> WHAT IS REQUIRED: Wherever "grid" turns up in the entries, copy out the line that holds it.

DATA UNDER STUDY START

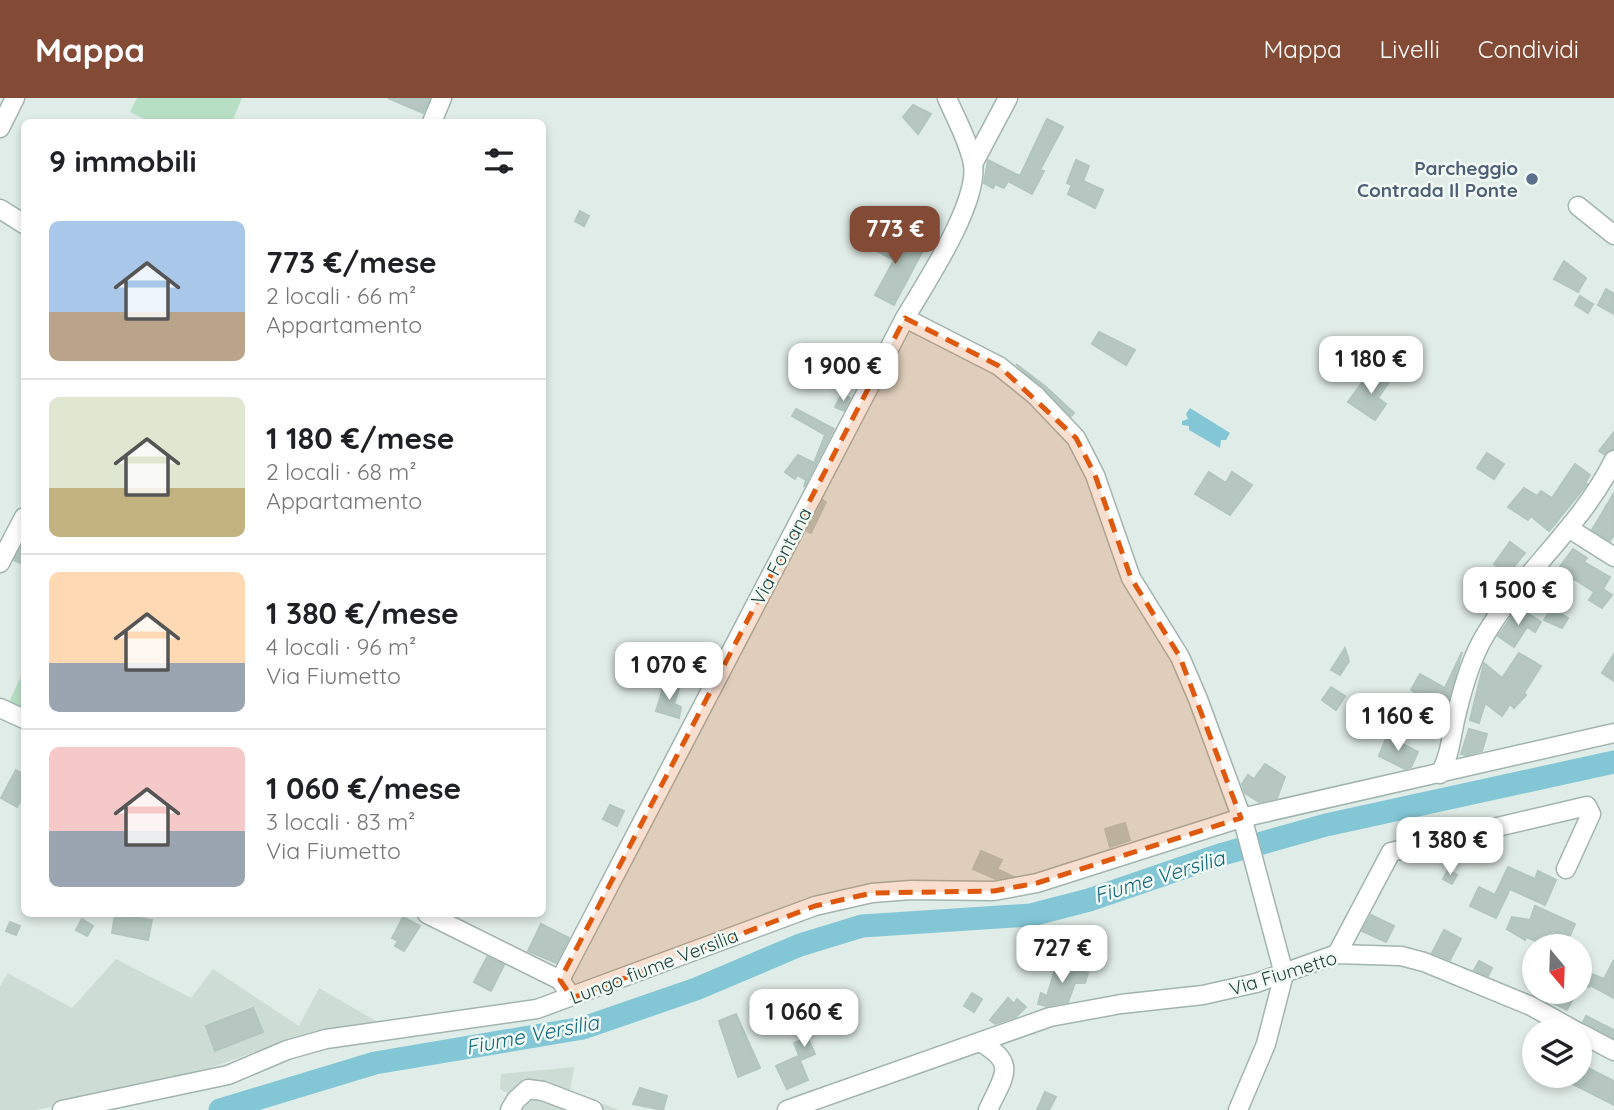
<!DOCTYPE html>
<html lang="it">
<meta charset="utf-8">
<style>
:root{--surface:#fff;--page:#f6f6f6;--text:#202124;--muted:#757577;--line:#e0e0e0;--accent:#834b36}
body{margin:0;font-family:Quicksand,sans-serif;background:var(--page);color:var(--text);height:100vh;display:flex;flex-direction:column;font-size:26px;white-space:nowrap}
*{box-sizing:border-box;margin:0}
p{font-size:23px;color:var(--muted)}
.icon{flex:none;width:38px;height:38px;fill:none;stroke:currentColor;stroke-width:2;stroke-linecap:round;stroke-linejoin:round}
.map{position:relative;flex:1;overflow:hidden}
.sheet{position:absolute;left:21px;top:21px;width:525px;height:798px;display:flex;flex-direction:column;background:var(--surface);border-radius:10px;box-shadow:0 4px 10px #0003}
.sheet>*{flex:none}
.needle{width:46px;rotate:161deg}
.controls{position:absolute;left:1522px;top:836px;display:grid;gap:14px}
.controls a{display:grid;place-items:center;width:70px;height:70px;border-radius:50%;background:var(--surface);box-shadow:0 4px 10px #0003;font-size:35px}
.price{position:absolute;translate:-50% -60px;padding:0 16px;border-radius:14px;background:#fff;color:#222;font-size:23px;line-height:46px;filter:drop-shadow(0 2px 4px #0008)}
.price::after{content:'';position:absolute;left:50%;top:42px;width:21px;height:16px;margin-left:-10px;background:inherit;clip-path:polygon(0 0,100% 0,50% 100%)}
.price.current{background:var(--accent);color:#fff}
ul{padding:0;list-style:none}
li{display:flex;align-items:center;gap:21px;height:175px;padding:0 28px}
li+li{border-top:2px solid var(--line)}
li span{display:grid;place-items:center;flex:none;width:196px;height:140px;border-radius:10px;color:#555}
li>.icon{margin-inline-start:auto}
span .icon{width:84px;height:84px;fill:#fffc;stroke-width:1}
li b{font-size:30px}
h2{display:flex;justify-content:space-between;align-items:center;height:84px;padding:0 28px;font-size:30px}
header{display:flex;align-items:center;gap:42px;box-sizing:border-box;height:98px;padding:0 35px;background:var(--accent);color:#fff}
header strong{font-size:33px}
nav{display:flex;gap:38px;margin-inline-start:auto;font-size:24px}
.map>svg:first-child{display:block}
.built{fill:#cedcd6}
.green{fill:#b7dfc3}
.water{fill:#83c7d6}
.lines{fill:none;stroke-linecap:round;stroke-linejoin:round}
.river{stroke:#83c7d6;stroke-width:23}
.building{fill:#b5c7c0;stroke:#b2c6bf;stroke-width:2}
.minor-casing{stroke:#a2b4af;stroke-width:21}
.minor{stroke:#fff;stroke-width:18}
.marked{fill:#de580e;fill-opacity:0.2;stroke:#de580e;stroke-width:5;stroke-dasharray:14 9;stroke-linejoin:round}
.service-dot{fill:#5c6f8a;stroke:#f1f9f5;stroke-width:2.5}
.labels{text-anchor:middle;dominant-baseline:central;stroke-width:5;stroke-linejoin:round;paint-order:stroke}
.service-label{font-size:19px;font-weight:bold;fill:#4e5e75;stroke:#f1f9f5;text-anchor:end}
.street-label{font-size:19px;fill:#1f3e37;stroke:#f1f9f5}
.water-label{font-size:21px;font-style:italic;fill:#156a7f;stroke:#f1f9f5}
</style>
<header>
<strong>Mappa</strong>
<nav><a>Mappa</a><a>Livelli</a><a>Condividi</a></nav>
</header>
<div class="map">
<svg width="1614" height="1012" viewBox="0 0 1614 1012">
<rect width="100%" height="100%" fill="#e0ece7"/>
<!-- built -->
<g class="built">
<polygon points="116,861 191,900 213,871 299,928 319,890 381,926 288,942 190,977 185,983 35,1012 0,1012 0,888 8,875 72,910"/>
<polygon points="574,969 570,993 619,1012 514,1012 519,1002 500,991 501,976"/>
</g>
<!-- green -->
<g class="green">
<polygon points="137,0 242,0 232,24 150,24 130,14"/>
<polygon points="24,572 24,612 9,604"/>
</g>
<!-- water -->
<polygon class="water" points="1190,310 1230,335 1226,342 1221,342 1220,350 1189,332 1189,328 1182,327 1182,323 1188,321 1186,316"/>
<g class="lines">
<!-- river -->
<polyline class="river" points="220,1012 375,965 583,930 696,891 800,847 862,828 1031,817 1089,802 1223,756 1326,727 1614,664"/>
</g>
<!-- building -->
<g class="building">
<polygon points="388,0 430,0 423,15"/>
<polygon points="913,7 931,16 918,36 903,19"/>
<polygon points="1047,21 1063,29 1040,72 1044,73 1032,96 1008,83 1004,90 995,86 993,90 984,85 988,62 1020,78"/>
<polygon points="1076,62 1089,68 1083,83 1103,92 1095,110 1068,96 1072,87 1067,85"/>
<polygon points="580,113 589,118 584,128 575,123"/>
<polygon points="879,134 922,154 894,207 875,197 894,162 871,150"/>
<polygon points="1564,163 1586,180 1578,194 1554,181"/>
<polygon points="1606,191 1614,196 1614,216 1598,207"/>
<polygon points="1580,198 1593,206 1588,215 1575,207"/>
<polygon points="1099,234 1135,252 1126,267 1092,246"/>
<polygon points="1016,266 1046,289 1074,315 1071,318"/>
<polygon points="1378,273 1391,281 1378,300 1386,306 1375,322 1348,304 1363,283 1369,287"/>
<polygon points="842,296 850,300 844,313 835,309"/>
<polygon points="796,311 834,331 804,389 806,382 797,377 795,381 785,374 798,357 814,365 825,337 792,318"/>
<polygon points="1614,334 1614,351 1604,356 1599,353"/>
<polygon points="1487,355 1504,366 1494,381 1477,370"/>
<polygon points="1575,366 1590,377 1585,385 1587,386 1549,433 1531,418 1528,422 1508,409 1524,390 1537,398 1541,393 1552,400"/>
<polygon points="1209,374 1226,385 1232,374 1252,387 1230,417 1195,396"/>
<polygon points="1614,395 1614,437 1610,443 1592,432"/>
<polygon points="823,402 826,404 811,435 807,433"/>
<polygon points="24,443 24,467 14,462"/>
<polygon points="1510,444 1525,455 1508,476 1494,466"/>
<polygon points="1573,451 1587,460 1584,464 1610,479 1603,491 1612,497 1602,510 1589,502 1594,494 1574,481 1571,485 1556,474"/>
<polygon points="1518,509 1541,524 1535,534 1527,529 1514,549 1498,538"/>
<polygon points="1552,510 1568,520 1562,530 1544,522"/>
<polygon points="1345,550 1349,563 1340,577 1331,572"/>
<polygon points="1462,554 1446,613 1411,592 1420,576 1445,590"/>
<polygon points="1519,555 1541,568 1524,595 1526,597 1514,610 1510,606 1502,618 1485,605 1479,625 1470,622 1484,565 1502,580"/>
<polygon points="1614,556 1614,583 1602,575"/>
<polygon points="664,587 679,591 674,606 681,609 679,620 656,613"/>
<polygon points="1331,589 1345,598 1336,612 1322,602"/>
<polygon points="1380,615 1401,624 1395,636 1375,626"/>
<polygon points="1469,631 1487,636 1482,653 1466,657 1461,656"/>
<polygon points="1387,638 1418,654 1411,669 1405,671 1379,658"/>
<polygon points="1265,666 1285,679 1277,700 1259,704 1245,695 1242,686 1248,677 1254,681"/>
<polygon points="16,672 24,677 24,697 17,709 1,700"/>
<polygon points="610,707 624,713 617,728 603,721"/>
<polygon points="1125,725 1130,742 1110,749 1105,731"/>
<polygon points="981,753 1002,762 997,771 1012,778 996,781 973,771"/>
<polygon points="1508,769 1535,781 1538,773 1556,782 1545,807 1510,791 1496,820 1470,808 1479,789 1495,797"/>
<polygon points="1448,772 1457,777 1452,786 1443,781"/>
<polygon points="1535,808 1575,826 1565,849 1551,849 1526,839 1525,842 1507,831 1512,819 1530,822"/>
<polygon points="115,816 152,822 148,842 112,835"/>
<polygon points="1371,817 1394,828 1386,844 1362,833"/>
<polygon points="403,819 420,828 404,853 395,848 398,843 392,840"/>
<polygon points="82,821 93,828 87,838 76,832"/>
<polygon points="10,824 20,828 16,837 6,833"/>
<polygon points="541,826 569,840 556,865 528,853"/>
<polygon points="1444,832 1461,841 1450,862 1432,855"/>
<polygon points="487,859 504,867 491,893 474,884"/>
<polygon points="1614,862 1614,900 1590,887 1589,889 1580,885 1580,875 1586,877 1587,874 1604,881"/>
<polygon points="1479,863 1492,870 1488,878 1474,872"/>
<polygon points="1057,865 1088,875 1085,885 1075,885 1068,904 1046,908 1038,906 1041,895 1047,898"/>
<polygon points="1532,894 1556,894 1572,903 1567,912"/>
<polygon points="972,895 982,901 974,914 964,908"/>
<polygon points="1008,900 1014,906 1017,901 1026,909 1016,919 995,926 990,922"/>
<polygon points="253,910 263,934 215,953 206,928"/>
<polygon points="736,916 760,970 738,979 719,923"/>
<polygon points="1586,918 1614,932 1614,940 1583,924"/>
<polygon points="807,939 815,956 801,962 794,945"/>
<polygon points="798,958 808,982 787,991 776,968"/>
<polygon points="1580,966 1614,983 1614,1007 1557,978 1580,978"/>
<polygon points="640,990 667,998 663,1012 633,1006"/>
<polygon points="1045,994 1056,999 1049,1012 1037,1012"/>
</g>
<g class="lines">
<defs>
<g id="minor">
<path d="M947,0C956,21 969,44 973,66C979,105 925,186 905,220L999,268L1035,297L1076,340L1095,377L1131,480L1180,559L1198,601L1244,726L1284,876L1266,946L1238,1012"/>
<polyline points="432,24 442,0"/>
<polyline points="0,30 15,0"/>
<polyline points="973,66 1008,0"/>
<polyline points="1578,108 1614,137"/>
<polyline points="0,111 24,126"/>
<polyline points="1570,431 1614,459"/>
<polyline points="0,465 24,419"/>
<polyline points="0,610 24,621"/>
<path d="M1440,676C1451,655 1451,637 1457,614C1463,589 1471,561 1484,539C1521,475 1581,429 1614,362"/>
<polyline points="427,816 560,882 567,892"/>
<polyline points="1337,856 1391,754 1587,708 1591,716 1566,771"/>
<polyline points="560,882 905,220"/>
<polyline points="1580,935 1614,953"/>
<path d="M980,944C1018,966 1004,977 988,1012"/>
<polyline points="62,1012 228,977 287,952 326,941 537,911 815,808 872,795 911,792 994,793 1037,785 1241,720 1614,635"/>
<polyline points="510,1012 516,1002 528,991 543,993 593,1012"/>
<polyline points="787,1012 1050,919 1121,906 1203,897 1256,885 1337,856 1401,858 1424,864 1531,908 1576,933"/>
</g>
</defs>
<!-- minor casing -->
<use href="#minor" class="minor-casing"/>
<!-- minor -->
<use href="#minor" class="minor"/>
</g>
<!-- marked area -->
<path class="marked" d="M905,220L999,268L1076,340L1095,377L1131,480L1180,559L1241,720L1037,785L994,793L872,795L815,808L572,900L560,882Z"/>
<!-- markers -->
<circle class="service-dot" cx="1532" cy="81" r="7"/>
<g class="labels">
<!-- service labels -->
<g class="service-label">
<text x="1518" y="70">Parcheggio<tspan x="1518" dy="22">Contrada Il Ponte</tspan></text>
</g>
<!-- street labels -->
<g class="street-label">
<text transform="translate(781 458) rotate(-62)">Via Fontana</text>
<text transform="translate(654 868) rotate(-21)">Lungo fiume Versilia</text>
<text transform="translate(1283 875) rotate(-17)">Via Fiumetto</text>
</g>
<!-- water labels -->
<g class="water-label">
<text transform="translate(1159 778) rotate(-17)">Fiume Versilia</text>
<text transform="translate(532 936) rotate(-11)">Fiume Versilia</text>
</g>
</g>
</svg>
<div class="controls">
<a><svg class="needle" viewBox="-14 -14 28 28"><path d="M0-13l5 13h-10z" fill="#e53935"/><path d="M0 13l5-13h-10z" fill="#757577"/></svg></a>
<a><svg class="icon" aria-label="layers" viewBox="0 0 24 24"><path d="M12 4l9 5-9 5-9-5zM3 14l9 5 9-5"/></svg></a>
</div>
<b class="price current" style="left:895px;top:168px">773 €</b>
<b class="price" style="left:1371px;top:298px">1 180 €</b>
<b class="price" style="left:843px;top:305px">1 900 €</b>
<b class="price" style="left:1518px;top:529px">1 500 €</b>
<b class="price" style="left:669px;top:604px">1 070 €</b>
<b class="price" style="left:1398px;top:655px">1 160 €</b>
<b class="price" style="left:1450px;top:779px">1 380 €</b>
<b class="price" style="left:1062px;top:887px">727 €</b>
<b class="price" style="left:804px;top:951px">1 060 €</b>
<section class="sheet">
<h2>9 immobili<svg class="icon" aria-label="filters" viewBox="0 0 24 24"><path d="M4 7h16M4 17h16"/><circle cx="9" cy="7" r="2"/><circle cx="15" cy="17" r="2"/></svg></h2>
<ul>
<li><span style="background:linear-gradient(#a9c7e8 65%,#b9a48a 0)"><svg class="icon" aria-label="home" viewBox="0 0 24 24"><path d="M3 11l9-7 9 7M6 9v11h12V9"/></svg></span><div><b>773 €/mese</b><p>2 locali · 66 m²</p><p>Appartamento</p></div></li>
<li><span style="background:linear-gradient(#dfe7d0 65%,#c2b280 0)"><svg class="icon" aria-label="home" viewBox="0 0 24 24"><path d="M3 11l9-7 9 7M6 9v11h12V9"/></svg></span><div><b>1 180 €/mese</b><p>2 locali · 68 m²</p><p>Appartamento</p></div></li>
<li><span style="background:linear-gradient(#ffd9b3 65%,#9aa5b1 0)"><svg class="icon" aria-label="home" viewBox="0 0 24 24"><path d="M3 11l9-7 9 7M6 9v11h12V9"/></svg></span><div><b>1 380 €/mese</b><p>4 locali · 96 m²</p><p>Via Fiumetto</p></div></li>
<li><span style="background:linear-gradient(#f6c9c9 60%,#9aa5b1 0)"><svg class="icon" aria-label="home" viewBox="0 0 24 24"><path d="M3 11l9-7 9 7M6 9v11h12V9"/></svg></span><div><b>1 060 €/mese</b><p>3 locali · 83 m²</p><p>Via Fiumetto</p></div></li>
</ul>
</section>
</div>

DATA UNDER STUDY END

> TASK RESULT:
.controls{position:absolute;left:1522px;top:836px;display:grid;gap:14px}
.controls a{display:grid;place-items:center;width:70px;height:70px;border-radius:50%;background:var(--surface);box-shadow:0 4px 10px #0003;font-size:35px}
li span{display:grid;place-items:center;flex:none;width:196px;height:140px;border-radius:10px;color:#555}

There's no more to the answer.